Work instructions: Scan the records for the string "stream"; copy each line where it occurs.

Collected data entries
* * * *

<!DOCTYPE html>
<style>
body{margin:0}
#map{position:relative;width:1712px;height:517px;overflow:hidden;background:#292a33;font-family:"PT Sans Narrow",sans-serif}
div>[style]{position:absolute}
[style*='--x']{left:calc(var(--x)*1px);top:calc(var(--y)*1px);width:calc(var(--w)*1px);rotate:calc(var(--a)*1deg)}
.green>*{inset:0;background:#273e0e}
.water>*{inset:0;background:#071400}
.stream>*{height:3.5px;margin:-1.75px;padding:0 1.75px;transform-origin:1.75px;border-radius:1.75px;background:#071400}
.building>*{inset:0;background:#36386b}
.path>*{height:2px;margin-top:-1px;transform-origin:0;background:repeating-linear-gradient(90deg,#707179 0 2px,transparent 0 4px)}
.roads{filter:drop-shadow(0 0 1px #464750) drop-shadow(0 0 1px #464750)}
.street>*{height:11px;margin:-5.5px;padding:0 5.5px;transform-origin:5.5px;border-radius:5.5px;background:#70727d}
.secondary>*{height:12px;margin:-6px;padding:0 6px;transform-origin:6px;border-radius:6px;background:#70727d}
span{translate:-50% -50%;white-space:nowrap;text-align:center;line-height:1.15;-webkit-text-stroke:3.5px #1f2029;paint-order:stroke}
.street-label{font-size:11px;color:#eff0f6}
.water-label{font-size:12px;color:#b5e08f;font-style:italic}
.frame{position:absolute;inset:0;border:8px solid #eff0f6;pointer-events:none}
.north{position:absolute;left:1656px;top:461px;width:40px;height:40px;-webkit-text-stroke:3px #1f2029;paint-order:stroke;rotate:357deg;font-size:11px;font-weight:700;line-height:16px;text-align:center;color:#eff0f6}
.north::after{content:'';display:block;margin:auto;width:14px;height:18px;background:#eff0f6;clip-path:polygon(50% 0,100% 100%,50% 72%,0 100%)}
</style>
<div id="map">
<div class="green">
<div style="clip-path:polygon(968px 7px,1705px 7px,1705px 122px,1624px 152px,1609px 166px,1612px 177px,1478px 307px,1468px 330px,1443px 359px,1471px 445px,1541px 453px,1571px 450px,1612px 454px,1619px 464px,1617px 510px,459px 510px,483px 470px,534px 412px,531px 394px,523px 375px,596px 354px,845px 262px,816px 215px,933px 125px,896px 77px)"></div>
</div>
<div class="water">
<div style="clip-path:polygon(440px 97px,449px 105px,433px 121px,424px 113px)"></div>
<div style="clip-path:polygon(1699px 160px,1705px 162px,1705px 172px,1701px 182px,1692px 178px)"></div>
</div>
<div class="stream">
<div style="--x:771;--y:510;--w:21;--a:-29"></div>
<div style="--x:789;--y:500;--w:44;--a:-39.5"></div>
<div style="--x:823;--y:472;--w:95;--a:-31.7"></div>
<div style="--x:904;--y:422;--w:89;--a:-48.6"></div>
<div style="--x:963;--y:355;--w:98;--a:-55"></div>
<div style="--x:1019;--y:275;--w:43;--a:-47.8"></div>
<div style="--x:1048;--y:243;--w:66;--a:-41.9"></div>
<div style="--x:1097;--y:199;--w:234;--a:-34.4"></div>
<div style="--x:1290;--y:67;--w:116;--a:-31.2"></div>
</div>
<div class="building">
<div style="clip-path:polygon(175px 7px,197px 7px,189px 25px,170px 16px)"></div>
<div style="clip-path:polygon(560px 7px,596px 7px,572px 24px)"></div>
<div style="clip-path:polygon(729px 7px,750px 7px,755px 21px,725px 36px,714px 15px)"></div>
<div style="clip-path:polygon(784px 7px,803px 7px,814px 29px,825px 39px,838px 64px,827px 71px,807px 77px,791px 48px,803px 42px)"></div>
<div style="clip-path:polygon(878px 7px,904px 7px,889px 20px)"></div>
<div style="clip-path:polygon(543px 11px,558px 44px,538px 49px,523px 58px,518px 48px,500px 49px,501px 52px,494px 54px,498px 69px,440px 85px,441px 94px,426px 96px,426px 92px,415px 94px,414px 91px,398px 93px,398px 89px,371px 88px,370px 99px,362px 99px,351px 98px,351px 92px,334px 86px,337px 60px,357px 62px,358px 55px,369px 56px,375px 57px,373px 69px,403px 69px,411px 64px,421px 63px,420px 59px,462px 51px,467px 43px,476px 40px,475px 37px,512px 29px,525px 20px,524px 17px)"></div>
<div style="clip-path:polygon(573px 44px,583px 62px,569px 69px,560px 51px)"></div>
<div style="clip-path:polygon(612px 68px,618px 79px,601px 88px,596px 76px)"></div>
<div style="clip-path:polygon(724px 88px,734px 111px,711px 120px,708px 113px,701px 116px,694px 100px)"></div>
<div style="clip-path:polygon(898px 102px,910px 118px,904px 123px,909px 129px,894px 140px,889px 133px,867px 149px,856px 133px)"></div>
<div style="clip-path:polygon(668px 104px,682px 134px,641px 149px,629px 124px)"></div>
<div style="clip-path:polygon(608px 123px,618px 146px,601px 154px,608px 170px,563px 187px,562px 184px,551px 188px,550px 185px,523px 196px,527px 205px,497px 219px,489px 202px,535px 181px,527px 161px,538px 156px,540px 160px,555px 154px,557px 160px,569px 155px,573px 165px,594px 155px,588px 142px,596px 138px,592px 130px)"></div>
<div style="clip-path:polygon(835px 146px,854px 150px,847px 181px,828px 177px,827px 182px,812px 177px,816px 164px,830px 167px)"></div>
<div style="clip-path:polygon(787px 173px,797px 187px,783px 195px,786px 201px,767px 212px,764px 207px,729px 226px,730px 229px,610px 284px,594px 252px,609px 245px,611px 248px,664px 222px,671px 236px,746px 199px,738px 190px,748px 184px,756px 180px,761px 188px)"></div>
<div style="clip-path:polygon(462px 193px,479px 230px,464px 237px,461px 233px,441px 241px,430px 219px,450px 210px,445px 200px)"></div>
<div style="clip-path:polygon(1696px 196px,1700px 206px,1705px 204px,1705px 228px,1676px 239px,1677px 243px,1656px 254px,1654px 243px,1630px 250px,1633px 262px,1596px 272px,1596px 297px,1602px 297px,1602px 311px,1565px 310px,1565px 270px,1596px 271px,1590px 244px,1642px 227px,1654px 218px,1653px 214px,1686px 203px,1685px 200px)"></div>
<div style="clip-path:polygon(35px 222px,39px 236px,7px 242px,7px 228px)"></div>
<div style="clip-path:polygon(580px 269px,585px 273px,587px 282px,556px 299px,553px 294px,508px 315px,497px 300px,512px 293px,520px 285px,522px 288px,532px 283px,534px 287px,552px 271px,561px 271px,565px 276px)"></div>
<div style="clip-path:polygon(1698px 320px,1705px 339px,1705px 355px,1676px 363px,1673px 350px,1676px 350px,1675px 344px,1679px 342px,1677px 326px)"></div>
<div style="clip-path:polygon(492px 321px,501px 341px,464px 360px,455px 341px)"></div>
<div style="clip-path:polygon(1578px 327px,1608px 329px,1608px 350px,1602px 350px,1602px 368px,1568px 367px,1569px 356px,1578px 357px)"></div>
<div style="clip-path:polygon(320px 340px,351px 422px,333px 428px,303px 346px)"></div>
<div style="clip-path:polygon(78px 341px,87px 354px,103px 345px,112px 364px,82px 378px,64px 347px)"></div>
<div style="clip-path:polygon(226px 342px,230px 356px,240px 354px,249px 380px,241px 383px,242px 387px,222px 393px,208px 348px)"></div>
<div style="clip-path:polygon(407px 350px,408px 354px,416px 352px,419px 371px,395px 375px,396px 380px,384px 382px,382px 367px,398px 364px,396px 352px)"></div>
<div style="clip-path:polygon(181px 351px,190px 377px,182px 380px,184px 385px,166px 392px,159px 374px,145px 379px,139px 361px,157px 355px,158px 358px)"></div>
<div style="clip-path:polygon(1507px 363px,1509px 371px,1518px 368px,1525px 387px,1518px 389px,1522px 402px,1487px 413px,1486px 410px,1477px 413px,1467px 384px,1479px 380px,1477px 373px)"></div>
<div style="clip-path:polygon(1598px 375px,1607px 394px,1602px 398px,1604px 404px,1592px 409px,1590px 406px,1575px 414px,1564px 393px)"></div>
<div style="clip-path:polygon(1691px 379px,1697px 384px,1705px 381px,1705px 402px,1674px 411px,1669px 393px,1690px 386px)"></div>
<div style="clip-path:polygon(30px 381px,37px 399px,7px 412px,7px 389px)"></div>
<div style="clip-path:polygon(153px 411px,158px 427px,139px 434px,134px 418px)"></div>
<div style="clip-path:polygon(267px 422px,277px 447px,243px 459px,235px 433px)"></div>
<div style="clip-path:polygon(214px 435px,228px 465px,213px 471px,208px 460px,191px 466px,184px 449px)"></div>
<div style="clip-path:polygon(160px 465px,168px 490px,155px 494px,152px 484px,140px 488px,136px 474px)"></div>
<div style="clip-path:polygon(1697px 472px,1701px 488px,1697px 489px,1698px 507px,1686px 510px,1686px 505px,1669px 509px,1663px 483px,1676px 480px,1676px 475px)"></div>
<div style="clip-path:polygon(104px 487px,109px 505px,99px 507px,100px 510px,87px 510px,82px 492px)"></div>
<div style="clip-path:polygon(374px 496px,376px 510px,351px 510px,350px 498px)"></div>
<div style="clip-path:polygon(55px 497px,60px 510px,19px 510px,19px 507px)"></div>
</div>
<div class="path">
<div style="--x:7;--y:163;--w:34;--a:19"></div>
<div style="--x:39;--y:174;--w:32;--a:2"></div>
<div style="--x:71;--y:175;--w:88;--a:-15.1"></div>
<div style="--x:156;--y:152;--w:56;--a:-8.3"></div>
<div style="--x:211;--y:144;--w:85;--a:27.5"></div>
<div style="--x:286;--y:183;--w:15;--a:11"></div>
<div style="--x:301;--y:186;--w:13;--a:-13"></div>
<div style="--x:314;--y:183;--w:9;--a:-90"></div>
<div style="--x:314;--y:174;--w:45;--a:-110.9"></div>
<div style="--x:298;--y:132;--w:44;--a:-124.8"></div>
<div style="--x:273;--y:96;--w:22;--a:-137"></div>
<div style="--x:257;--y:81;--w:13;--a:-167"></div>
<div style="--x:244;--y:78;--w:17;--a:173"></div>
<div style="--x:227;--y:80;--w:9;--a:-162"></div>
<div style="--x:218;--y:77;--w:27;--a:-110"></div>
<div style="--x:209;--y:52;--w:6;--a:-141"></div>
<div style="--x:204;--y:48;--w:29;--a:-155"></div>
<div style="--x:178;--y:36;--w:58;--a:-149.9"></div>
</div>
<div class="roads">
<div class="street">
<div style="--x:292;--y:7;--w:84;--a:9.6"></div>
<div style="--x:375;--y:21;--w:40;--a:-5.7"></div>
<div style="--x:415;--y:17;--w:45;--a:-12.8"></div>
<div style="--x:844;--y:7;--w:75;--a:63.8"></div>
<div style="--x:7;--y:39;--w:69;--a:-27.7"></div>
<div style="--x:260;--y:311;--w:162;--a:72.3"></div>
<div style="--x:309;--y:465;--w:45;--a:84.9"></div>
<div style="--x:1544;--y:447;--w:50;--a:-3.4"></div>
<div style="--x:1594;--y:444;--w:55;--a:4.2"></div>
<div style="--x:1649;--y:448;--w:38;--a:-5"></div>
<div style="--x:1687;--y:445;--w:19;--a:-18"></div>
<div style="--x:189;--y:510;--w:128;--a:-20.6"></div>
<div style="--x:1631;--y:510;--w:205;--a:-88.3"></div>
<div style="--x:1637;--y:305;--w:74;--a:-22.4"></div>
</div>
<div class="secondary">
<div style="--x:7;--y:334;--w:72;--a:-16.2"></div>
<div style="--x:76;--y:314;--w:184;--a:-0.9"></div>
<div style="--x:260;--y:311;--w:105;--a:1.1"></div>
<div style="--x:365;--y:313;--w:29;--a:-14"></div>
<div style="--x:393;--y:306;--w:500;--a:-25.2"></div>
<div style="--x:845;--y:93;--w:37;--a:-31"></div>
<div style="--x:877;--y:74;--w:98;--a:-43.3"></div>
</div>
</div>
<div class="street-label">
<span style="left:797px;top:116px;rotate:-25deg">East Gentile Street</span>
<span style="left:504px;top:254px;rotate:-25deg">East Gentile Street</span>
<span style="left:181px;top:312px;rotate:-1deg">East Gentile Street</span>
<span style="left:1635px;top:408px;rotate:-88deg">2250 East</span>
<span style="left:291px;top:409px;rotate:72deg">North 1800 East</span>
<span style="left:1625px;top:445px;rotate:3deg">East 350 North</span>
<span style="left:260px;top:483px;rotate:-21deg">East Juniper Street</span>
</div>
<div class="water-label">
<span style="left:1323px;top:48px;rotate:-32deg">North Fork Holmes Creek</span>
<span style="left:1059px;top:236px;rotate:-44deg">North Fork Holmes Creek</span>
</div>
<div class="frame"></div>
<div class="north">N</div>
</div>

* * * *

Result below:
.stream>*{height:3.5px;margin:-1.75px;padding:0 1.75px;transform-origin:1.75px;border-radius:1.75px;background:#071400}
<div class="stream">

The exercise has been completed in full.